What amazes me is that although Doerr lists my friend and colleague Christina Wodtke’s Radical Focus as an OKR resource, he does not seem to have heard her message. Christina makes a clear point that Key Results need to be about results, not tasks.
If you are still not convinced, several authors outside of the OKR community have written about the need to focus on outcomes, including Marty Cagan, Jeff Gothelf and Josh Seiden, Jeff Patton, and Barry O’Reilly.
Before Measure What Matters, the Google Ventures OKR video was by far the most accessed OKR material in the world. And it also included bad examples of Key Results, such as "Launch a Monetizing Tab." Luckily, Rick Klau tweeted about what he learned after the video, including the need to focus on outcomes:
While I think the video largely holds up, there are a few things I'd tweak if I was doing the video today:
Avoid metrics that quantify progress; focus only on metrics that reflect actual impact that's core to the business.
(By 'progress' I mean: avoid metrics that show you're busy but which are not connected to the outcomes your team wants to achieve.)” [emphasis mine]
I would like to thank Klau for clearing this issue.
Quantitative Objectives
This next issue may be a minor one, but it can lead to bad behavior: three of the example Objectives included in the book are quantitative.

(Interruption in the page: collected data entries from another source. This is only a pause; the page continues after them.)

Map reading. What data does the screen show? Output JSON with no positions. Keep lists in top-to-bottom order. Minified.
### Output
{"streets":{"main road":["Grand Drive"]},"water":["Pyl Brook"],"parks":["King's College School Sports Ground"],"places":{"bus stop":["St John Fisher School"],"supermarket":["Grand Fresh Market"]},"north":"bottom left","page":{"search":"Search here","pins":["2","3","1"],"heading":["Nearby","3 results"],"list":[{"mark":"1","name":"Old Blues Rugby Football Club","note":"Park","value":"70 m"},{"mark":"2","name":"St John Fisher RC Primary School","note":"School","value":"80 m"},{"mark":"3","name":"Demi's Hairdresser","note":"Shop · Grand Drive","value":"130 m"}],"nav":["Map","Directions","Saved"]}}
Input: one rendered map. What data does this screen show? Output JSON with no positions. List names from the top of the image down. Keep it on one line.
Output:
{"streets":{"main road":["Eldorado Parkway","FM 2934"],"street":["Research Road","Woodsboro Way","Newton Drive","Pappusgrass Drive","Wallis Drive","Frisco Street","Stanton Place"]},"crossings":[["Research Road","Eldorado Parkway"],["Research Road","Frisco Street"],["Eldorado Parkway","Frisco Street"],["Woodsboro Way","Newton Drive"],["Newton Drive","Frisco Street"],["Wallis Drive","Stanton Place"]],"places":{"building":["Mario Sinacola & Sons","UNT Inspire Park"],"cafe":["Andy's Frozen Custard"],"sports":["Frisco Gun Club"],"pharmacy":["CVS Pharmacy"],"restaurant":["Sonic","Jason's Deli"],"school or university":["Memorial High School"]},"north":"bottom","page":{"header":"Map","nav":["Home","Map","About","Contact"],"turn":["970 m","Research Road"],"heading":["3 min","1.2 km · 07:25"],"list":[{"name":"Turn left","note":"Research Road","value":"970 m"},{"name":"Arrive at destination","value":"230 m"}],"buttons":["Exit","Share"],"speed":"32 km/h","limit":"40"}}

We have to be careful not to mix Objectives and Key Results. Objectives are qualitative themes that give purpose and meaning to that set of Key Results. Quantitative Objectives are confusing and tend to make people focus on the how: the initiatives they are going to do to achieve them. Quantitative Objectives may also lead to top-down OKRs, as a manager may take one of his Key Results and cascade it as the Objective for a direct report.
Hidden Outcomes?
Doerr, Grove, and Google are famously metrics-driven. So how did we ended up with such bad examples?
Some of the stories mention metrics, even though their OKRs do not reflect that. They are hiding the outcomes. Maybe Doerr assumes that companies are already evidence-based and are all measuring outcomes. This may be the norm with his portfolio companies, but that is far from the truth for traditional organizations. The examples are misleading and, unfortunately, the readers that follow them will be setting themselves up for failure. Adopting OKR is an entirely different ballgame when you are not an agile, data-driven Silicon Valley startup.
A second cause is that some companies mentioned appear to be stuck in an IT mindset. The stories about Remind and Intuit revolve around which features to deliver, instead of the outcomes you want to achieve. They seem to treat teams as mere feature factories with no focus on delivering value.
Key Takeaways
Measure What Matters is a must-read for anyone who is serious about learning OKR. Unfortunately, the book leaves readers in the strange situation of having to ditch almost all of the examples presented in it.
I hope that Doerr decides to publish a second edition that addresses the issues above, maybe with a different approach. The book would probably benefit from beta readers, as the OKR community would poke holes in such bad examples.
As this quote from Measure What Matters states, adopting OKR is a journey. Maybe writing a book about works the same way:
“You’re not going to get the system just right the first time around. It’s not going to be perfect the second or third time, either. But don’t get discouraged. Persevere. You need to adapt it and make it your own.”
Thanks to Vicky Olsen and Alberto Caeiro for reading drafts of this article.